Dataset records: Begin
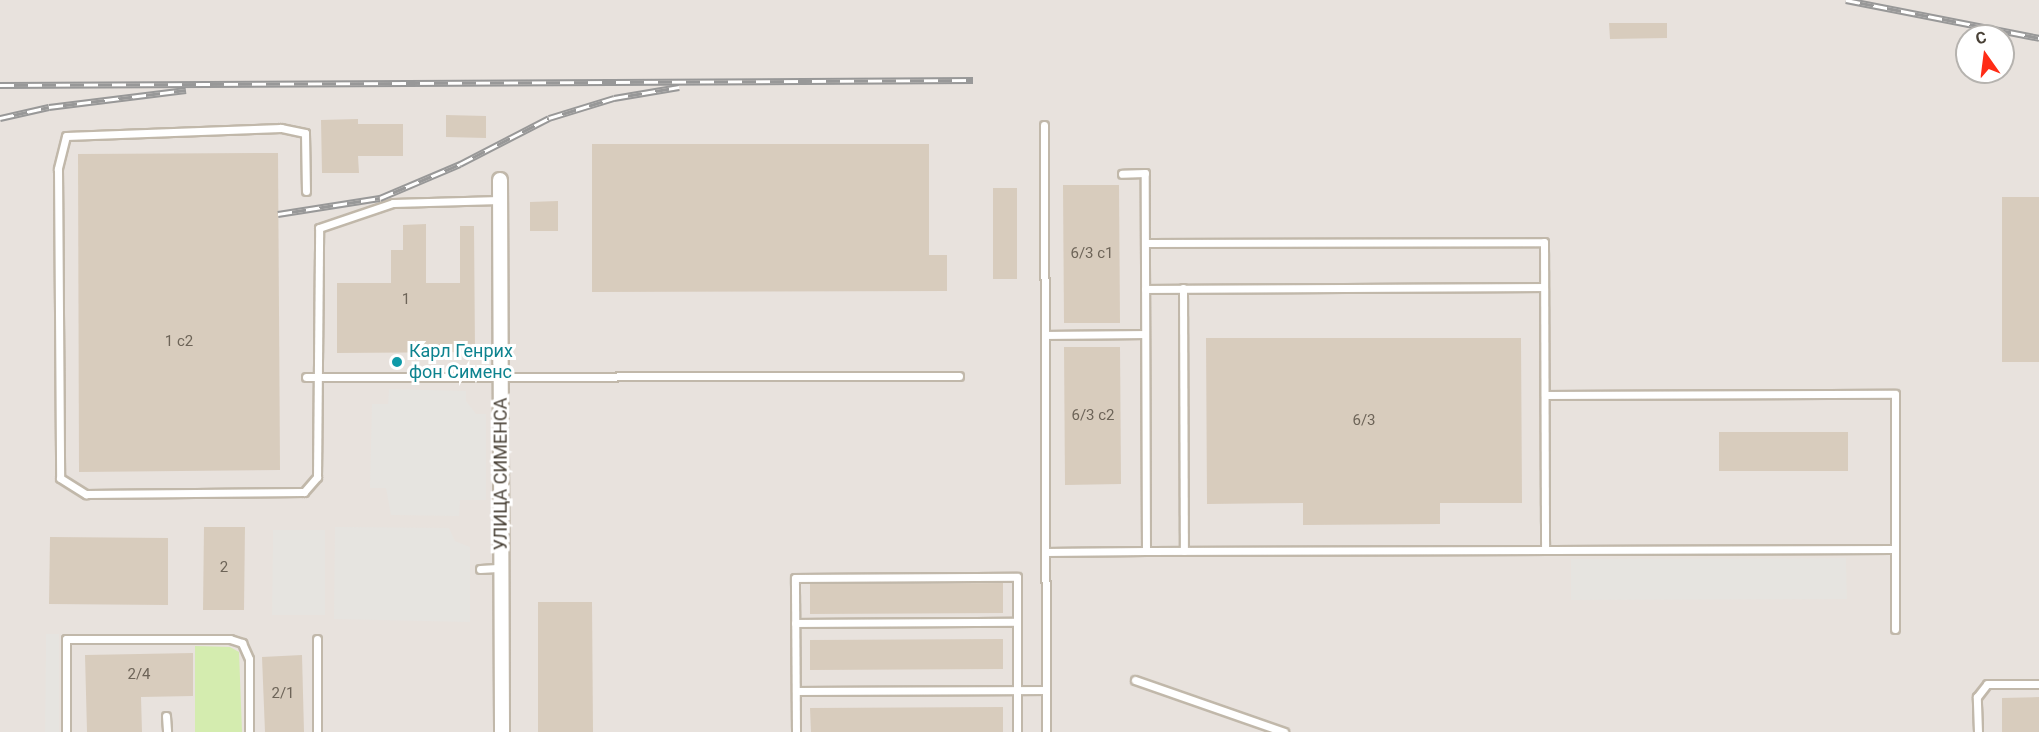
<!DOCTYPE html>
<meta charset="utf-8">
<style>
body{margin:0}
#map{position:relative;width:2039px;height:732px;overflow:hidden;background:#f5f1e9;font-family:Roboto,sans-serif}
div>[style]{position:absolute}
[style*='--x']{left:calc(var(--x)*1px);top:calc(var(--y)*1px);width:calc(var(--w)*1px);rotate:calc(var(--a)*1deg)}
.industrial>*{inset:0;background:#e8e2dd}
.green>*{inset:0;background:#d4ecaf}
.parking>*{inset:0;background:#e6e4e0}
.building>*{inset:0;background:#d8ccbd}
.roads{filter:drop-shadow(2px 0 #c1b8aa) drop-shadow(-2px 0 #c1b8aa) drop-shadow(0 2px #c1b8aa) drop-shadow(0 -2px #c1b8aa)}
.lane>*{height:7px;margin:-3.5px;padding:0 3.5px;transform-origin:3.5px;border-radius:3.5px;background:#fff}
.street>*{height:14px;margin:-7px;padding:0 7px;transform-origin:7px;border-radius:7px;background:#fff}
.rail>*{height:7px;margin-top:-3.5px;transform-origin:0;background:repeating-linear-gradient(90deg,#fff 0 14px,#989898 0 28px);box-sizing:border-box;border-block:2px solid #989898}
.dots>*{width:16px;height:16px;translate:-50% -50%;box-sizing:border-box;border:3px solid #fff;border-radius:50%}
span{translate:-50% -50%;white-space:nowrap;text-align:center;line-height:1.15;-webkit-text-stroke:6px #fff;paint-order:stroke}
.number-label{font-size:15px;color:#6d6458}
.number-label span{-webkit-text-stroke-width:0}
.culture-label{font-size:18px;color:#0d838f}
.left{translate:0 -50%;text-align:left}
.street-label{font-size:18px;color:#494136}
.north{position:absolute;left:1955px;top:24px;width:60px;height:60px;box-sizing:border-box;background:#fff;border:2px solid #b6b3af;border-radius:50%;rotate:346deg;font-size:16px;font-weight:700;line-height:24px;text-align:center;color:#494136}
.north::after{content:'';display:block;margin:auto;width:21px;height:27px;background:#ff2c16;clip-path:polygon(50% 0,100% 100%,50% 72%,0 100%)}
</style>
<div id="map">
<div class="industrial">
<i style="clip-path:polygon(evenodd,0 0,2039px 0,2039px 732px,0 732px,0 0,1967px 36px,2003px 36px,2003px 72px,1967px 72px,1967px 36px)"></i>
</div>
<div class="green">
<i style="clip-path:polygon(195px 646px,230px 647px,239px 652px,242px 732px,195px 732px)"></i>
</div>
<div class="parking">
<i style="clip-path:polygon(389px 389px,466px 391px,466px 401px,476px 414px,486px 414px,486px 500px,460px 500px,459px 516px,391px 515px,386px 488px,370px 488px,372px 404px,388px 404px)"></i>
<i style="clip-path:polygon(335px 527px,449px 528px,455px 541px,470px 547px,470px 622px,334px 619px)"></i>
<i style="clip-path:polygon(273px 530px,325px 530px,325px 615px,272px 615px)"></i>
<i style="clip-path:polygon(1846px 558px,1847px 599px,1571px 600px,1571px 559px)"></i>
<i style="clip-path:polygon(46px 634px,59px 634px,59px 732px,45px 732px)"></i>
</div>
<div class="building">
<i style="clip-path:polygon(1609px 23px,1667px 23px,1667px 38px,1610px 39px)"></i>
<i style="clip-path:polygon(446px 115px,486px 116px,486px 138px,446px 137px)"></i>
<i style="clip-path:polygon(358px 119px,358px 124px,403px 124px,403px 156px,358px 156px,359px 173px,322px 173px,321px 120px)"></i>
<i style="clip-path:polygon(592px 144px,929px 144px,929px 255px,947px 255px,947px 291px,592px 292px)"></i>
<i style="clip-path:polygon(278px 153px,280px 470px,79px 472px,78px 154px)"></i>
<i style="clip-path:polygon(1063px 185px,1119px 185px,1120px 323px,1064px 323px)"></i>
<i style="clip-path:polygon(993px 188px,1017px 188px,1017px 279px,993px 279px)"></i>
<i style="clip-path:polygon(2002px 197px,2039px 197px,2039px 362px,2002px 362px)"></i>
<i style="clip-path:polygon(558px 201px,558px 231px,530px 231px,530px 202px)"></i>
<i style="clip-path:polygon(426px 224px,426px 283px,460px 283px,460px 226px,474px 226px,475px 352px,337px 353px,337px 283px,391px 283px,391px 250px,403px 250px,403px 225px)"></i>
<i style="clip-path:polygon(1206px 338px,1521px 338px,1522px 503px,1440px 503px,1440px 524px,1303px 525px,1303px 503px,1207px 504px)"></i>
<i style="clip-path:polygon(1064px 347px,1120px 347px,1121px 484px,1065px 485px)"></i>
<i style="clip-path:polygon(1719px 432px,1848px 432px,1848px 471px,1719px 471px)"></i>
<i style="clip-path:polygon(204px 527px,245px 527px,244px 610px,203px 610px)"></i>
<i style="clip-path:polygon(50px 537px,168px 538px,168px 605px,49px 604px)"></i>
<i style="clip-path:polygon(1003px 583px,1003px 613px,810px 614px,810px 584px)"></i>
<i style="clip-path:polygon(538px 602px,592px 602px,593px 732px,538px 732px)"></i>
<i style="clip-path:polygon(1003px 639px,1003px 669px,810px 670px,810px 640px)"></i>
<i style="clip-path:polygon(193px 653px,193px 696px,141px 697px,142px 732px,87px 732px,85px 655px)"></i>
<i style="clip-path:polygon(302px 655px,304px 732px,265px 732px,262px 657px)"></i>
<i style="clip-path:polygon(2039px 697px,2039px 732px,2002px 732px,2002px 698px)"></i>
<i style="clip-path:polygon(1003px 707px,1003px 732px,811px 732px,810px 708px)"></i>
</div>
<div class="roads">
<div class="lane">
<i style="--x:1044;--y:125;--w:607;--a:89.81"></i>
<i style="--x:306;--y:191;--w:58;--a:-91"></i>
<i style="--x:305;--y:133;--w:25;--a:-168"></i>
<i style="--x:281;--y:128;--w:215;--a:177.9"></i>
<i style="--x:66;--y:136;--w:34;--a:104"></i>
<i style="--x:58;--y:169;--w:309;--a:89.6"></i>
<i style="--x:60;--y:478;--w:31;--a:32"></i>
<i style="--x:86;--y:494;--w:218;--a:-0.5"></i>
<i style="--x:304;--y:492;--w:20;--a:-49"></i>
<i style="--x:317;--y:477;--w:249;--a:-89.5"></i>
<i style="--x:319;--y:228;--w:78;--a:-18.7"></i>
<i style="--x:393;--y:203;--w:107;--a:-1.6"></i>
<i style="--x:1145;--y:243;--w:399;--a:-0.1"></i>
<i style="--x:1544;--y:242;--w:308;--a:89.8"></i>
<i style="--x:1183;--y:288;--w:263;--a:89.8"></i>
<i style="--x:1145;--y:289;--w:399;--a:-0.3"></i>
<i style="--x:1045;--y:335;--w:100;--a:-0.6"></i>
<i style="--x:306;--y:377;--w:653;--a:-0.09"></i>
<i style="--x:1545;--y:395;--w:350;--a:-0.2"></i>
<i style="--x:1895;--y:394;--w:235;--a:90"></i>
<i style="--x:1146;--y:551;--w:749;--a:-0.15"></i>
<i style="--x:1045;--y:552;--w:101;--a:-0.6"></i>
<i style="--x:1146;--y:551;--w:378;--a:-90.2"></i>
<i style="--x:1145;--y:173;--w:23;--a:178"></i>
<i style="--x:480;--y:569;--w:22;--a:-3"></i>
<i style="--x:795;--y:623;--w:222;--a:-0.3"></i>
<i style="--x:1135;--y:680;--w:158;--a:19.2"></i>
<i style="--x:796;--y:691;--w:250;--a:-0.2"></i>
<i style="--x:166;--y:716;--w:16;--a:86"></i>
<i style="--x:66;--y:732;--w:93;--a:-90"></i>
<i style="--x:66;--y:639;--w:164;--a:0"></i>
<i style="--x:230;--y:639;--w:13;--a:18"></i>
<i style="--x:242;--y:643;--w:17;--a:66"></i>
<i style="--x:249;--y:659;--w:73;--a:90"></i>
<i style="--x:317;--y:732;--w:93;--a:-90"></i>
<i style="--x:796;--y:732;--w:154;--a:-90.4"></i>
<i style="--x:795;--y:578;--w:222;--a:-0.3"></i>
<i style="--x:1017;--y:577;--w:155;--a:90"></i>
<i style="--x:1978;--y:732;--w:35;--a:-92"></i>
<i style="--x:1977;--y:697;--w:16;--a:-52"></i>
<i style="--x:1987;--y:684;--w:52;--a:0"></i>
</div>
<div class="street">
<i style="--x:500;--y:180;--w:552;--a:89.79"></i>
</div>
</div>
<div class="rail">
<i style="--x:1846;--y:0;--w:197;--a:11.1"></i>
<i style="--x:0;--y:85;--w:973;--a:-0.29"></i>
<i style="--x:0;--y:118;--w:50;--a:-12.7"></i>
<i style="--x:49;--y:107;--w:138;--a:-7.1"></i>
<i style="--x:278;--y:214;--w:103;--a:-8.9"></i>
<i style="--x:380;--y:198;--w:87;--a:-23"></i>
<i style="--x:460;--y:164;--w:100;--a:-27.3"></i>
<i style="--x:549;--y:118;--w:68;--a:-17.1"></i>
<i style="--x:614;--y:98;--w:66;--a:-9.6"></i>
</div>
<div class="dots">
<i style="left:397px;top:362px;background:#0f9aa8"></i>
</div>
<div class="number-label">
<span style="left:1092px;top:254px">6/3 с1</span>
<span style="left:406px;top:300px">1</span>
<span style="left:179px;top:342px">1 с2</span>
<span style="left:1093px;top:416px">6/3 с2</span>
<span style="left:1364px;top:421px">6/3</span>
<span style="left:224px;top:568px">2</span>
<span style="left:139px;top:675px">2/4</span>
<span style="left:283px;top:694px">2/1</span>
</div>
<div class="culture-label">
<span class="left" style="left:409px;top:362px">Карл Генрих<br>фон Сименс</span>
</div>
<div class="street-label">
<span style="left:501px;top:474px;rotate:-90deg">УЛИЦА СИМЕНСА</span>
</div>
<div class="north">С</div>
</div>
Dataset records: End
Task requirements:
Give only the number of lines in the entries above that contain the string "text".

Response area:
4